* _DATA SECTION_:

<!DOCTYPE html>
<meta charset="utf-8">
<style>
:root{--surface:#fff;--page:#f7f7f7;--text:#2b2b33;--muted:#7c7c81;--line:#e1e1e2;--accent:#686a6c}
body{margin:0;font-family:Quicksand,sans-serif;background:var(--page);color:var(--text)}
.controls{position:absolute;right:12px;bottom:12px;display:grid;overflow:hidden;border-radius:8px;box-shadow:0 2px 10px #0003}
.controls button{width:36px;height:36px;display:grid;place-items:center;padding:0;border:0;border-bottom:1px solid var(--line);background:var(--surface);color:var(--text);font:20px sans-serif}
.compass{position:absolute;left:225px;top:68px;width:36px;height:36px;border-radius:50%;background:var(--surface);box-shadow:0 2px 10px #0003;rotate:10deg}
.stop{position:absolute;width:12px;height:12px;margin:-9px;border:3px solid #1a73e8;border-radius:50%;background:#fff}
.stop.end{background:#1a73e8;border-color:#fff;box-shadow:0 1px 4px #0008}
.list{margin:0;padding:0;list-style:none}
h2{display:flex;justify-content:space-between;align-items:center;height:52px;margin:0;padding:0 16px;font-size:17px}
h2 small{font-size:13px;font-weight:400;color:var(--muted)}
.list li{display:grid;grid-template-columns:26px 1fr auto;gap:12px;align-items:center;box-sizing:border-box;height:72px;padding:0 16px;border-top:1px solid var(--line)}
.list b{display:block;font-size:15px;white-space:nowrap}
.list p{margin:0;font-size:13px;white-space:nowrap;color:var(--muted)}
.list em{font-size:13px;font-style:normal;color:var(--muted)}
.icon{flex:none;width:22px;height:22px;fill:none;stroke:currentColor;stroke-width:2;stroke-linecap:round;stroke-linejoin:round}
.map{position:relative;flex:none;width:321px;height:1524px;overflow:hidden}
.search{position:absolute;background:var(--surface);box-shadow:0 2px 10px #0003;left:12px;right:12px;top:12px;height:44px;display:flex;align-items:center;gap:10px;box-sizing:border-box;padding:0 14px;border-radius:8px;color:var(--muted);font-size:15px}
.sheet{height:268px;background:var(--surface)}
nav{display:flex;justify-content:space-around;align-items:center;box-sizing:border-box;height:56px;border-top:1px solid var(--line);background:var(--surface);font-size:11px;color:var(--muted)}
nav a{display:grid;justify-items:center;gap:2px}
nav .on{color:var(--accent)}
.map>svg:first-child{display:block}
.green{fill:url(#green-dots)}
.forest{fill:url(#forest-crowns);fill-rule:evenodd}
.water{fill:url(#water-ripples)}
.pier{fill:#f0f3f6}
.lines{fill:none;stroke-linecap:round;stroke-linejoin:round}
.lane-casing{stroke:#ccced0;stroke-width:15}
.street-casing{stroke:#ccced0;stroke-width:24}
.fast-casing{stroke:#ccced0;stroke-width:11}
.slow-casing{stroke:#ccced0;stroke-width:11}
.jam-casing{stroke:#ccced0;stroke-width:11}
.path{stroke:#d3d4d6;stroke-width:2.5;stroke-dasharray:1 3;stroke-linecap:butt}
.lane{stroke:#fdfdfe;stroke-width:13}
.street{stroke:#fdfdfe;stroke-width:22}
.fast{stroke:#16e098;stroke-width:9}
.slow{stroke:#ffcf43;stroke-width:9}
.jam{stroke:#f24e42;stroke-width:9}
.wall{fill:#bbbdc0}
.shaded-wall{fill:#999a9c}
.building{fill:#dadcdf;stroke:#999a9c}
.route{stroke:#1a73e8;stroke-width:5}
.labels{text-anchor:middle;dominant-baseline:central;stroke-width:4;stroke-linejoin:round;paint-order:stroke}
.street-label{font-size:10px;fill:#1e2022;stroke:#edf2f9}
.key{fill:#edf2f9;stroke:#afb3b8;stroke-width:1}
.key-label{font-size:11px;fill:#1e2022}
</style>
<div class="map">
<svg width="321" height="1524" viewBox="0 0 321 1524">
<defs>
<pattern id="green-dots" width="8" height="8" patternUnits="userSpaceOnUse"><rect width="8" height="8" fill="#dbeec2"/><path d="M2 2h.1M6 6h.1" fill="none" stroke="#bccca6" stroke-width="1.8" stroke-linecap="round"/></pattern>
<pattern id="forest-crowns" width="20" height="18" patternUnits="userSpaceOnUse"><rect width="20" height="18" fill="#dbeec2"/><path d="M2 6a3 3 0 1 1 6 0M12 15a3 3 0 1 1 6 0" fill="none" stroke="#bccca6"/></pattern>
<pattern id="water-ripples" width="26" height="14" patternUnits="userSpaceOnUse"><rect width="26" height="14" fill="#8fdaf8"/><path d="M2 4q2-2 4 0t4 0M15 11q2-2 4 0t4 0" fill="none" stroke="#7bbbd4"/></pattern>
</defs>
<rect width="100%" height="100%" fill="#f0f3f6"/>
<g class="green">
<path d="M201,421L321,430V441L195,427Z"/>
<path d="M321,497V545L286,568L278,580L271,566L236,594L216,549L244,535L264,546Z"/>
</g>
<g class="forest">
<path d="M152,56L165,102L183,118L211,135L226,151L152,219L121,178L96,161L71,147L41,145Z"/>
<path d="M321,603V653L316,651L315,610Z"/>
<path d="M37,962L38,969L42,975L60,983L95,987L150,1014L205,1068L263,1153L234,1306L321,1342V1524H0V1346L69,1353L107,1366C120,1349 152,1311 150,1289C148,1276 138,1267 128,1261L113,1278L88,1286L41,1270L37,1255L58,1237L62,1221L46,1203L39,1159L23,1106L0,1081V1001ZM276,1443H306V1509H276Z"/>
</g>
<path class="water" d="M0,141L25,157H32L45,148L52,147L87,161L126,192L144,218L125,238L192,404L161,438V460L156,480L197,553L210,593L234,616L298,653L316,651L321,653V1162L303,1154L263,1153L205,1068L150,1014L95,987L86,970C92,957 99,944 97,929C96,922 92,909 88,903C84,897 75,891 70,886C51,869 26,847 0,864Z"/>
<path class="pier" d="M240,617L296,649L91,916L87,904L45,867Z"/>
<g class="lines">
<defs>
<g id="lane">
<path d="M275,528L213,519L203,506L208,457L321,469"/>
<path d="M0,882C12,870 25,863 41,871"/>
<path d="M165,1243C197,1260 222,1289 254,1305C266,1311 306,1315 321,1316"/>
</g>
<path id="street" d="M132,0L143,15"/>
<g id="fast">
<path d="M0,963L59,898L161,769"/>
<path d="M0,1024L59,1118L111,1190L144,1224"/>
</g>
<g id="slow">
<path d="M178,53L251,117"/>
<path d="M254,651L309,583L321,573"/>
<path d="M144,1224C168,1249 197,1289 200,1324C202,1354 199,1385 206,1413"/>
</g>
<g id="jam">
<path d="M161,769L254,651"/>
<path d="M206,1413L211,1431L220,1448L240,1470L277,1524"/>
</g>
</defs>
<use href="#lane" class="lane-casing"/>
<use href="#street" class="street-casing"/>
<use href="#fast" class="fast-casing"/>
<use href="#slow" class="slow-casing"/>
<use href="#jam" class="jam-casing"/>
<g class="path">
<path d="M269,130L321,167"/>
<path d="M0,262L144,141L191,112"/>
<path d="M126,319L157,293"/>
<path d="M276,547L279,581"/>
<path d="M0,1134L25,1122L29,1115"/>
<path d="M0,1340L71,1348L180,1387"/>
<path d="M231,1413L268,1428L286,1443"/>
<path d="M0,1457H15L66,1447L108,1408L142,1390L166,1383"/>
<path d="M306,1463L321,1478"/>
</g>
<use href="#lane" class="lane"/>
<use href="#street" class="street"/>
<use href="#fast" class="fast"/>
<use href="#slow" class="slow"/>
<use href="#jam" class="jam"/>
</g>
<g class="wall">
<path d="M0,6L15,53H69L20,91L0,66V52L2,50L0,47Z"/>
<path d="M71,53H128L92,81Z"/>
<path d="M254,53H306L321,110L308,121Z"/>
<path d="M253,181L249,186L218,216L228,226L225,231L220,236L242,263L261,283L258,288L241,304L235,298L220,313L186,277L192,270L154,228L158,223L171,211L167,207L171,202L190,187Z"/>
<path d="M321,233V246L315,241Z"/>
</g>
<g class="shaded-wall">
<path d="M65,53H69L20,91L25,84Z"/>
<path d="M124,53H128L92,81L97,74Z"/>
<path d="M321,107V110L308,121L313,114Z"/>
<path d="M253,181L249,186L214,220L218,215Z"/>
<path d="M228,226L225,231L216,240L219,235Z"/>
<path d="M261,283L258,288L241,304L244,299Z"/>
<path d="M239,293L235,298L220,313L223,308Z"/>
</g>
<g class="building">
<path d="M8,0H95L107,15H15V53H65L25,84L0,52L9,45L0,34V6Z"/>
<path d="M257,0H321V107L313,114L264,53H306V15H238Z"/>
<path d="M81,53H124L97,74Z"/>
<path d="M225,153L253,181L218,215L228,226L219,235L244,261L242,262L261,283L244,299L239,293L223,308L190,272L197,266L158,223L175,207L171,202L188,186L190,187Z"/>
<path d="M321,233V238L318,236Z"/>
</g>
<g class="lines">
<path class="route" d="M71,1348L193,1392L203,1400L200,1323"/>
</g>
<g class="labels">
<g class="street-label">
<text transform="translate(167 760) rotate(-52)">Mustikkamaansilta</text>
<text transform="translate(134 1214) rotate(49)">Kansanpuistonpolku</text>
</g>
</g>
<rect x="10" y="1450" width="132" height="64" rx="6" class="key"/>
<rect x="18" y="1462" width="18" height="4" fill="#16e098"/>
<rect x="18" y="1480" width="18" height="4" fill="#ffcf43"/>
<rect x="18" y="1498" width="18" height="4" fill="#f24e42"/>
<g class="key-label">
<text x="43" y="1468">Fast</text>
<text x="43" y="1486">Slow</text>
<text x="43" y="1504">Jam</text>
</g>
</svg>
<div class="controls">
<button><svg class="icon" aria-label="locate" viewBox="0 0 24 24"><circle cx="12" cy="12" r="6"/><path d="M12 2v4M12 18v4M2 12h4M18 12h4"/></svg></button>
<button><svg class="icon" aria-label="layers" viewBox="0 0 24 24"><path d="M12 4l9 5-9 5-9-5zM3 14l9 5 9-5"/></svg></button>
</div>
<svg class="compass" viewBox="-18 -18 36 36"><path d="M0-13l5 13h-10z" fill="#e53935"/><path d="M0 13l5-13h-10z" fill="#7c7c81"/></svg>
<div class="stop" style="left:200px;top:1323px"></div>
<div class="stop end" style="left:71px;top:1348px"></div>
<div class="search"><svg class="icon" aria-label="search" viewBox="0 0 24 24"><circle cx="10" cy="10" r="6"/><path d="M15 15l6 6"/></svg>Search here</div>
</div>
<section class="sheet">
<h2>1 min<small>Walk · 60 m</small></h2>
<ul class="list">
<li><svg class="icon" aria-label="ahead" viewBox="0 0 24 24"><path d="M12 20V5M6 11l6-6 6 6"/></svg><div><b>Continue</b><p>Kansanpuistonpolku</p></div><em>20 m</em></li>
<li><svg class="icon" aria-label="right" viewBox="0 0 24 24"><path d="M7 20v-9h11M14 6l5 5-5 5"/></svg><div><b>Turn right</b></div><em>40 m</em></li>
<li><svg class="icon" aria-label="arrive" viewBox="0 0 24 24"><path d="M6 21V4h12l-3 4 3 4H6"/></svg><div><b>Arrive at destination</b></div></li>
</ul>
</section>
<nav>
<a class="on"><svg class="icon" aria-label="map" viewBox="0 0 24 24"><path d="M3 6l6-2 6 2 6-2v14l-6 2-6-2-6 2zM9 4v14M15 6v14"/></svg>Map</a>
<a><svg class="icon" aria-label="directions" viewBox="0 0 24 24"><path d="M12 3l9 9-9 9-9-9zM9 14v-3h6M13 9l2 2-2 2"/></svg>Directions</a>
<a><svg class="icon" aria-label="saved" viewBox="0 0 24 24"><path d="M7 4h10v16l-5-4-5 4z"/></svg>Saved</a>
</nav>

* _TASK BRIEF_:
In the material above, find the lines that contain "sans" and show them.

* _RESPONSE_:
body{margin:0;font-family:Quicksand,sans-serif;background:var(--page);color:var(--text)}
.controls button{width:36px;height:36px;display:grid;place-items:center;padding:0;border:0;border-bottom:1px solid var(--line);background:var(--surface);color:var(--text);font:20px sans-serif}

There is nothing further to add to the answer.